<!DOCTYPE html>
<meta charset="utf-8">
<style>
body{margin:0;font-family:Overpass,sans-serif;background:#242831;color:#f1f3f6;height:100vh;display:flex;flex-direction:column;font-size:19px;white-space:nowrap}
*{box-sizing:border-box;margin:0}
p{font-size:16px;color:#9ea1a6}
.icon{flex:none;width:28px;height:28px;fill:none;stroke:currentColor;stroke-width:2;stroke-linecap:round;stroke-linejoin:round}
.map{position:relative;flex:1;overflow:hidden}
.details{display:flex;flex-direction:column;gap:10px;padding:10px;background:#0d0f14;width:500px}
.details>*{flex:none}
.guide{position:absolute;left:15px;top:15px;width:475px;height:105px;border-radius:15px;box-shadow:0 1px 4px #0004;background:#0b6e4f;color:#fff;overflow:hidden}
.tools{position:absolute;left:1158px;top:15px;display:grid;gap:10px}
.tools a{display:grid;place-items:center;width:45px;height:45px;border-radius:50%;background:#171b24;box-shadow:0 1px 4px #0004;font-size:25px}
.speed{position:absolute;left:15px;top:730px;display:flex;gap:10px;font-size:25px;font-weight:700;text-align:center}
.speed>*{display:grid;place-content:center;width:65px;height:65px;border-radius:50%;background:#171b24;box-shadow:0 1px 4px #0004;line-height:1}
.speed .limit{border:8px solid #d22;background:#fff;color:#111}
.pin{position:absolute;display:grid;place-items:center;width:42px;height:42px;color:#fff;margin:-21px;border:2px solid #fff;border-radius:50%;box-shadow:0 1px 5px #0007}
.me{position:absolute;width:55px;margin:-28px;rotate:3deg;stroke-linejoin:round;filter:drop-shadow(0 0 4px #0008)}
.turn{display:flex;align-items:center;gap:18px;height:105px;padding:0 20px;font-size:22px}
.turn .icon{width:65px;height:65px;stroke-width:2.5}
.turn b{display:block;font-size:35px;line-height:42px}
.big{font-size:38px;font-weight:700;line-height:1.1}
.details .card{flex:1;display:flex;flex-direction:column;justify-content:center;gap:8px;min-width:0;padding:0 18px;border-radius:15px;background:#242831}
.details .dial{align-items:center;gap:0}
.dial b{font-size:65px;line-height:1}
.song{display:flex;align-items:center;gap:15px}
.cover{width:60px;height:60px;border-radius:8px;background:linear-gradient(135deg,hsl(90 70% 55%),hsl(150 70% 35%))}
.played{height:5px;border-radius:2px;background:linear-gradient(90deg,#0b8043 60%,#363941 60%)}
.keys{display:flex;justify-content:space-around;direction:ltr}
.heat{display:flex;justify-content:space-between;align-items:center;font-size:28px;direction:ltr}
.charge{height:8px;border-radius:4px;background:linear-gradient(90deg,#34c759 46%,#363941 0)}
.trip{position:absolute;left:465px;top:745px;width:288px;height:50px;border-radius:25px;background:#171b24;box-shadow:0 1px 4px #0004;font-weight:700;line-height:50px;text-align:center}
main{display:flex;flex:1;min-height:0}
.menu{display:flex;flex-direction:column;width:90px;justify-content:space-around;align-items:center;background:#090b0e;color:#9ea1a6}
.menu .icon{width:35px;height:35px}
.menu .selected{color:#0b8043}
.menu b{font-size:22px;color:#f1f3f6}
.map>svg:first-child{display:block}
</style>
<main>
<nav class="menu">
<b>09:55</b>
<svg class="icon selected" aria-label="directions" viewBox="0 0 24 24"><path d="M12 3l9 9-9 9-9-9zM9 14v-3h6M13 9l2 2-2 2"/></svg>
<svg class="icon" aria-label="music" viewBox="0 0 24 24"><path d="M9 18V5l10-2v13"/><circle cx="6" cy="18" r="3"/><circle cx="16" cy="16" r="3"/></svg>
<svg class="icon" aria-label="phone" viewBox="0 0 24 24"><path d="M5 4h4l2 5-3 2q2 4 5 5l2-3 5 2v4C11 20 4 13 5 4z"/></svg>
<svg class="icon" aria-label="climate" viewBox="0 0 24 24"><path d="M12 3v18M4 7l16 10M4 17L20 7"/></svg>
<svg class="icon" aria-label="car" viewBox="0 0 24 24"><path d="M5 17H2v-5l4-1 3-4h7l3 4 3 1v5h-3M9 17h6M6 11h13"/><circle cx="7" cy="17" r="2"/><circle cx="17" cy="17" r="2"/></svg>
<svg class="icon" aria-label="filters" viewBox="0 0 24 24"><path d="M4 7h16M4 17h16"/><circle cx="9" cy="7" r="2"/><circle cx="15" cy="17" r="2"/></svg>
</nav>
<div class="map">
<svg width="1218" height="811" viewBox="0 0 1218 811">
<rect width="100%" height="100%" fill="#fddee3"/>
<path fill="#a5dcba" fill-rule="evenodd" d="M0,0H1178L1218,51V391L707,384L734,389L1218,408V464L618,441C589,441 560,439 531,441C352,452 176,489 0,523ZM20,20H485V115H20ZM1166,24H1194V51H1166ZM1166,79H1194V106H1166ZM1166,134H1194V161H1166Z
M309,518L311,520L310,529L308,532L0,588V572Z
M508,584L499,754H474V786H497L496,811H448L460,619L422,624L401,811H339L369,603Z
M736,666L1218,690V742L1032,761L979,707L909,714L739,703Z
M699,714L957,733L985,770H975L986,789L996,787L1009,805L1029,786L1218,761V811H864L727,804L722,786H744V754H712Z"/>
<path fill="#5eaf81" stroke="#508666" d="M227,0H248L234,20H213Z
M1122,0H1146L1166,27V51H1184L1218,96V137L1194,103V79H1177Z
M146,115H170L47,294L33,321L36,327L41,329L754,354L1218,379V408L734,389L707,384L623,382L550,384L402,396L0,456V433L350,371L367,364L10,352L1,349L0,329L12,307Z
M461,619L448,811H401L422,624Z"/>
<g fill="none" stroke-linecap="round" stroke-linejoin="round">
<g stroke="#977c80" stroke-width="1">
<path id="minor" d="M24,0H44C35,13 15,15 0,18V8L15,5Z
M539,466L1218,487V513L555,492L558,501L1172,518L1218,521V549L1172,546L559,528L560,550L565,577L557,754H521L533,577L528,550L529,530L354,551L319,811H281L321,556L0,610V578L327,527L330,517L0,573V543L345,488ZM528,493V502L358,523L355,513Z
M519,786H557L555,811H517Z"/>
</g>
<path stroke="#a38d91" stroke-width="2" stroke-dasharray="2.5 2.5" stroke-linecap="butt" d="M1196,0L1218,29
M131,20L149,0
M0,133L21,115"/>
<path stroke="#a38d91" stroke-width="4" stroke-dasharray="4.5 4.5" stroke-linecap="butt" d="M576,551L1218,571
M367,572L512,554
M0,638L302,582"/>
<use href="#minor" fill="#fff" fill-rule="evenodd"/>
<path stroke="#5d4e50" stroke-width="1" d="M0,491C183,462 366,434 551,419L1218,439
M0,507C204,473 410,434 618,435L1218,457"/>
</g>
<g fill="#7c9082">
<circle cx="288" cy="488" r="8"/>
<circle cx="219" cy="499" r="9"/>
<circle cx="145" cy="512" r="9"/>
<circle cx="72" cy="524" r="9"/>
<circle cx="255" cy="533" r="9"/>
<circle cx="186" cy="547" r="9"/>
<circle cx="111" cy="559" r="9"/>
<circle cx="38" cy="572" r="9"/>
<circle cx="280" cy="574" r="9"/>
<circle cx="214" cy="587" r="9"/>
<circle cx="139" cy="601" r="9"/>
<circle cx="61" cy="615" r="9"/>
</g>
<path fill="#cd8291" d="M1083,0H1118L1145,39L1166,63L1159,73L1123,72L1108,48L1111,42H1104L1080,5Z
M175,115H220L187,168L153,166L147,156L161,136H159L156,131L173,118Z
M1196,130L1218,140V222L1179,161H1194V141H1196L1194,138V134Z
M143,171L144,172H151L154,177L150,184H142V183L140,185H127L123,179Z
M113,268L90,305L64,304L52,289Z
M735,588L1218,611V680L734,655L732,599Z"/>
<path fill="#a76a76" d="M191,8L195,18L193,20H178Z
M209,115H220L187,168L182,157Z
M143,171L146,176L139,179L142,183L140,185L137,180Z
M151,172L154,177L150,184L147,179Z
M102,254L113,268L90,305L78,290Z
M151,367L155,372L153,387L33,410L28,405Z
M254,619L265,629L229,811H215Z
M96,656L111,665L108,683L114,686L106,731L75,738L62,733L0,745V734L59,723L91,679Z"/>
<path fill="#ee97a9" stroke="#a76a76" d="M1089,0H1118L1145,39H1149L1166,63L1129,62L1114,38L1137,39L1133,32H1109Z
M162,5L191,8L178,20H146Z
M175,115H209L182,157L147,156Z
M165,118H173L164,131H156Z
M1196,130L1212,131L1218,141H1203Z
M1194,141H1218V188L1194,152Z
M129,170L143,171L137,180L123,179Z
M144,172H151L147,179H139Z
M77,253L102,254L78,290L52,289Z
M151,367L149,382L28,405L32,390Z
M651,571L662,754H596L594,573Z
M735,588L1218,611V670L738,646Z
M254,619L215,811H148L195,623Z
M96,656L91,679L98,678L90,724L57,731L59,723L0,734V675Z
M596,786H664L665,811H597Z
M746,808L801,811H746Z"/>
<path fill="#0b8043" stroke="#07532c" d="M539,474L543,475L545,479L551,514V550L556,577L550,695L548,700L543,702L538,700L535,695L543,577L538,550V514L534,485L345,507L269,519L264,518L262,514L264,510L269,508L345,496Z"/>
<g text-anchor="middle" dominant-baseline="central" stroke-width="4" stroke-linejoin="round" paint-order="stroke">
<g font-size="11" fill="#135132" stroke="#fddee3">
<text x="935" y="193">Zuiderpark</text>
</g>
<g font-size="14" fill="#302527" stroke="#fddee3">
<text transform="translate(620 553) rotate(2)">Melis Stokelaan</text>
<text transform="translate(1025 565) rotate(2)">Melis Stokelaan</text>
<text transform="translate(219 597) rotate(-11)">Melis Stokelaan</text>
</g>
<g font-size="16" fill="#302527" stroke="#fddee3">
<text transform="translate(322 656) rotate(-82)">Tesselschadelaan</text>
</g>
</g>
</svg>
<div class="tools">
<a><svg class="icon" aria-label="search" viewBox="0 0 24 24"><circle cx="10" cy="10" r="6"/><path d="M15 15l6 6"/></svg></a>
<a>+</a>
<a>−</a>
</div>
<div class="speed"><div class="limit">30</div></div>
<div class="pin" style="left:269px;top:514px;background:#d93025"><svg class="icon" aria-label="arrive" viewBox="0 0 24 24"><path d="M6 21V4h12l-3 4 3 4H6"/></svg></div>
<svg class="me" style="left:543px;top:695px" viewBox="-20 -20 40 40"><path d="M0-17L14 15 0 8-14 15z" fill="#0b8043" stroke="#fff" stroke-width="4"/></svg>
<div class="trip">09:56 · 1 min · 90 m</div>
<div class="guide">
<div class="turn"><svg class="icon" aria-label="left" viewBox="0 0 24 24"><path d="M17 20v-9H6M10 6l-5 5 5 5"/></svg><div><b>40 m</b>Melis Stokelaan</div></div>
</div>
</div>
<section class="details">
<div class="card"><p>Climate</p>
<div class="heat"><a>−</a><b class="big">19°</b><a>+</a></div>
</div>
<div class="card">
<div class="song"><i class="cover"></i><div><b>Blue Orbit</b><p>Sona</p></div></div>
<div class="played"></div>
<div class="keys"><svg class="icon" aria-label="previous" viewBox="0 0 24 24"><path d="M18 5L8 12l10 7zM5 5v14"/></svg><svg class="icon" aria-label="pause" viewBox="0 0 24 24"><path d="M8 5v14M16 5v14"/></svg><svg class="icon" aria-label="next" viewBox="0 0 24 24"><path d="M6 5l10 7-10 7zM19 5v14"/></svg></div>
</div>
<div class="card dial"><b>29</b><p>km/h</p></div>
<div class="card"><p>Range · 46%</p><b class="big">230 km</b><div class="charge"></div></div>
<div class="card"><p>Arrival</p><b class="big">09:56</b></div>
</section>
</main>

....

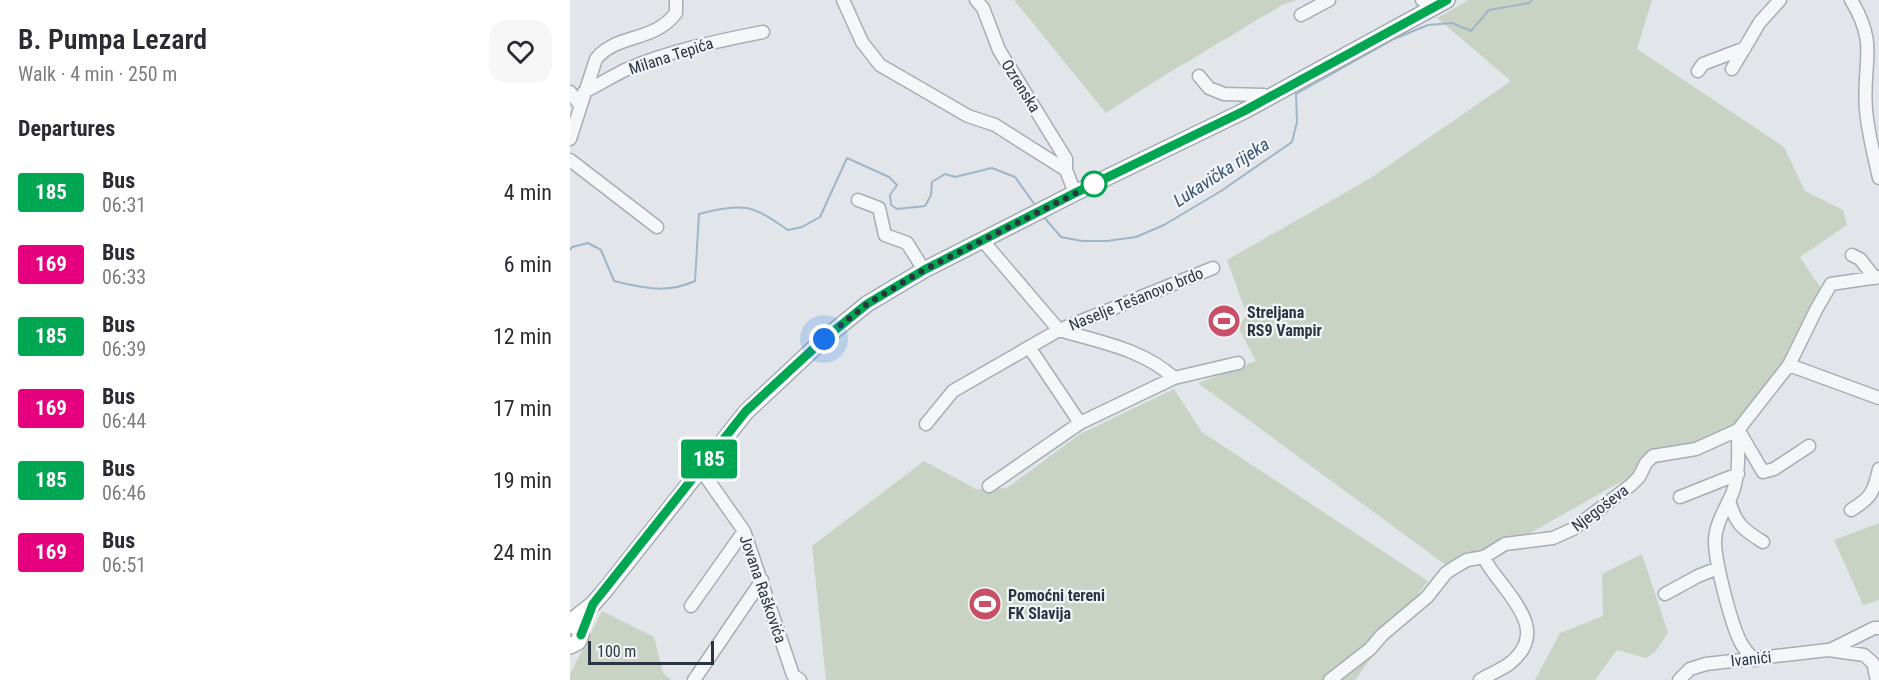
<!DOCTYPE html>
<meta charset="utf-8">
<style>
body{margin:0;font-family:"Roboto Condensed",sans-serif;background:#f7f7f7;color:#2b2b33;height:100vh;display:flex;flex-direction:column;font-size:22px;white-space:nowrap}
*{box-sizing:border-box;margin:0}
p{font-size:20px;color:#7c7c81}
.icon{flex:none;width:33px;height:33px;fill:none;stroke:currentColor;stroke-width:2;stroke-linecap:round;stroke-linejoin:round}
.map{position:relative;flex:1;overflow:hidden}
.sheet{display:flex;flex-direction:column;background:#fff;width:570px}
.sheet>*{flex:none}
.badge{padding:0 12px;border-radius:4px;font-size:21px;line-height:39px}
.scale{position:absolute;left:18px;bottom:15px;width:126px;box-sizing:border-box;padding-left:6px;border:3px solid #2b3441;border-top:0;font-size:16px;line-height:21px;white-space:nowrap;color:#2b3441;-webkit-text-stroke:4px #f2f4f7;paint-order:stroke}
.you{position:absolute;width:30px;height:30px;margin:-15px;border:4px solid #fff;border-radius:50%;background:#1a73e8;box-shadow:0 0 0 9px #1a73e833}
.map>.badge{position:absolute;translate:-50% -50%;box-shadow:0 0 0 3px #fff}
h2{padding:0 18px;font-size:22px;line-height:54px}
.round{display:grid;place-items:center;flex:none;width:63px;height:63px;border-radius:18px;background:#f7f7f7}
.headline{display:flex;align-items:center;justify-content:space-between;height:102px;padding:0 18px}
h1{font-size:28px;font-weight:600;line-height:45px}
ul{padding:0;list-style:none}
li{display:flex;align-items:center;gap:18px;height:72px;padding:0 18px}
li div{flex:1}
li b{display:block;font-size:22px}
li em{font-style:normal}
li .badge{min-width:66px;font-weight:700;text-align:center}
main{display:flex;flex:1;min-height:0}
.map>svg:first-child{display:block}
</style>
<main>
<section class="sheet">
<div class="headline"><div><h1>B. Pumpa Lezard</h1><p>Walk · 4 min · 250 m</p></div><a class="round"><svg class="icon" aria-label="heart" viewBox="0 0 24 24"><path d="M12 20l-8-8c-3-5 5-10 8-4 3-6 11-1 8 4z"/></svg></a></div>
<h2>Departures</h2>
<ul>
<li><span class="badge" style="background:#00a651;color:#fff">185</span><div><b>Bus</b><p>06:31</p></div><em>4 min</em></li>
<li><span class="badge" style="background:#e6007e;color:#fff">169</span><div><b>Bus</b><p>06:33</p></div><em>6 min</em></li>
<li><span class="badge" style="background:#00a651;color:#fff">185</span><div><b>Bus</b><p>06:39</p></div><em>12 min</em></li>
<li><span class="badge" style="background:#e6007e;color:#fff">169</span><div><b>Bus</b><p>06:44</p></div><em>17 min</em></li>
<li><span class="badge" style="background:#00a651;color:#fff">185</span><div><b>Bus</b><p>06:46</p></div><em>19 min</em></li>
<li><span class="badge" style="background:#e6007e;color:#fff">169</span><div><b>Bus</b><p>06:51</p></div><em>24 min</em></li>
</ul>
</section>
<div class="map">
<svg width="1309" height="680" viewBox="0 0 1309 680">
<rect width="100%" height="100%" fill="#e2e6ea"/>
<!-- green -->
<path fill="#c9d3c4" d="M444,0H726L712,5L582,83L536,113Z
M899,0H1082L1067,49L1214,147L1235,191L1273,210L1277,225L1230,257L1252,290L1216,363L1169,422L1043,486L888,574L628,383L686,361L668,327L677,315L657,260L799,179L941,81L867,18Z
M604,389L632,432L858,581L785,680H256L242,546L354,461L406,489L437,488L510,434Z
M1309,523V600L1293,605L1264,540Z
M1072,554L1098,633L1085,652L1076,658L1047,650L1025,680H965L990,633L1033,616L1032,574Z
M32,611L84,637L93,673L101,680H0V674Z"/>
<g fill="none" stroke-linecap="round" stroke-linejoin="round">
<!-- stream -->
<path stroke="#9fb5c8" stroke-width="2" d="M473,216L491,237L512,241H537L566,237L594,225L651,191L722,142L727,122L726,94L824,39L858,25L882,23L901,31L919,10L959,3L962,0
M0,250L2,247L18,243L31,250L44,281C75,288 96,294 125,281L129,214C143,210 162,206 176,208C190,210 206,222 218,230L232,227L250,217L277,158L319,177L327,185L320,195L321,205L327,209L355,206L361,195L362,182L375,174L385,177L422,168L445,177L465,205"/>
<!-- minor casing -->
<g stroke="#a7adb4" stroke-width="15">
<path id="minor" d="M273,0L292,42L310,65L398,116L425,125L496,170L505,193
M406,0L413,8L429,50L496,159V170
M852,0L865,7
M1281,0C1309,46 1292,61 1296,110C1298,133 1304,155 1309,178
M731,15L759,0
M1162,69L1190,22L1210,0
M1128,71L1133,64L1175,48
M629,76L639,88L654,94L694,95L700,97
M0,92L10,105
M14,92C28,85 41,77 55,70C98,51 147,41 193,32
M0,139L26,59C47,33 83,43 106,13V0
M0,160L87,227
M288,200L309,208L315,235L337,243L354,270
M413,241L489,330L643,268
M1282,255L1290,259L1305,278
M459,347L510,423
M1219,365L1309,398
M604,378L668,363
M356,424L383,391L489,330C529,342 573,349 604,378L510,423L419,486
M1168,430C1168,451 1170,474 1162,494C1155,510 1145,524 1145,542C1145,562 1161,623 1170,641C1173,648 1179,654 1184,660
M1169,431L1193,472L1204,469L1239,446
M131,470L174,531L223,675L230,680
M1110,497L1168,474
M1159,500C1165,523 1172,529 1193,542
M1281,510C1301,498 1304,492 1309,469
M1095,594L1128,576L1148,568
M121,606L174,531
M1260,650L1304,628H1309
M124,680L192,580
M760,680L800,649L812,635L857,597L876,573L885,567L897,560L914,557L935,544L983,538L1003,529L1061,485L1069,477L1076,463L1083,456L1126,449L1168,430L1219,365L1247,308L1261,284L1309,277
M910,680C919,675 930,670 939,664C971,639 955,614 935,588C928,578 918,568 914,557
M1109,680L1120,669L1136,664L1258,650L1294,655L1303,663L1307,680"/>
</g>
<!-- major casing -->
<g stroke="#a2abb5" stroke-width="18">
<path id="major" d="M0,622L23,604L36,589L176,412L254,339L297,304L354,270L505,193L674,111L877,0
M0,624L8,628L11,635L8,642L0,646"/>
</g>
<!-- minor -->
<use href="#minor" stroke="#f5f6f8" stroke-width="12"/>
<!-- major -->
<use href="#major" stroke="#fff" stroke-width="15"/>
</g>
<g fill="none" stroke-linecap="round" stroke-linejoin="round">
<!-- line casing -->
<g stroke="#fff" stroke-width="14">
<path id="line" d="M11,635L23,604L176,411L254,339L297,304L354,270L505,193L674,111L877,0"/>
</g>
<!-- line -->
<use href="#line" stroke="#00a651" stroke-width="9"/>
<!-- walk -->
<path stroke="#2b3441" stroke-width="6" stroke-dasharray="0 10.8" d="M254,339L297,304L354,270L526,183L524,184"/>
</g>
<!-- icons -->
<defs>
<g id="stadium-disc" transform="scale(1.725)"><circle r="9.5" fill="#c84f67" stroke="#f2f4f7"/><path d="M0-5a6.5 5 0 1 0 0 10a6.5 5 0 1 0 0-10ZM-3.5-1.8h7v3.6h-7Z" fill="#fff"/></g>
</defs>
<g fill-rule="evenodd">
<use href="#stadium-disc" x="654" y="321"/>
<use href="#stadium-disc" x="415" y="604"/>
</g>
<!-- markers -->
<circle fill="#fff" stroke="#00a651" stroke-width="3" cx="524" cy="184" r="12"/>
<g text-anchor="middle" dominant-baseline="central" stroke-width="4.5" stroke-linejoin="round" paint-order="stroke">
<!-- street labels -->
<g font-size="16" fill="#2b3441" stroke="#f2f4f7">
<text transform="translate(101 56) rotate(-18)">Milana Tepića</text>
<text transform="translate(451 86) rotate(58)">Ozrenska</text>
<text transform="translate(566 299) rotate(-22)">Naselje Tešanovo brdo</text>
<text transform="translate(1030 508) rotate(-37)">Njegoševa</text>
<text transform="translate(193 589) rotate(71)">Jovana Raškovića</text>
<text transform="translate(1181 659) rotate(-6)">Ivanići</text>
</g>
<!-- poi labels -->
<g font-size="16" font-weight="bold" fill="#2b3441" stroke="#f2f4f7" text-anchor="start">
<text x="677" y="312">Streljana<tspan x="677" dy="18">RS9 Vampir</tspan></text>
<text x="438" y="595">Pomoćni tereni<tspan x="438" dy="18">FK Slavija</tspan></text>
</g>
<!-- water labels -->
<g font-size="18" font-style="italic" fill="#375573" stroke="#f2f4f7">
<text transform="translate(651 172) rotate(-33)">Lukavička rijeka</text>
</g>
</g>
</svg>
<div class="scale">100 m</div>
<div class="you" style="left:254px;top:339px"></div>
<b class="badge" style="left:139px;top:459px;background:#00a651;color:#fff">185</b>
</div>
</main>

....

- PROBLEM REQUIREMENTS
Filter the data down to the lines that contain the string "limit", and copy them.

- RESULT OF THE TASK
.speed .limit{border:8px solid #d22;background:#fff;color:#111}
<div class="speed"><div class="limit">30</div></div>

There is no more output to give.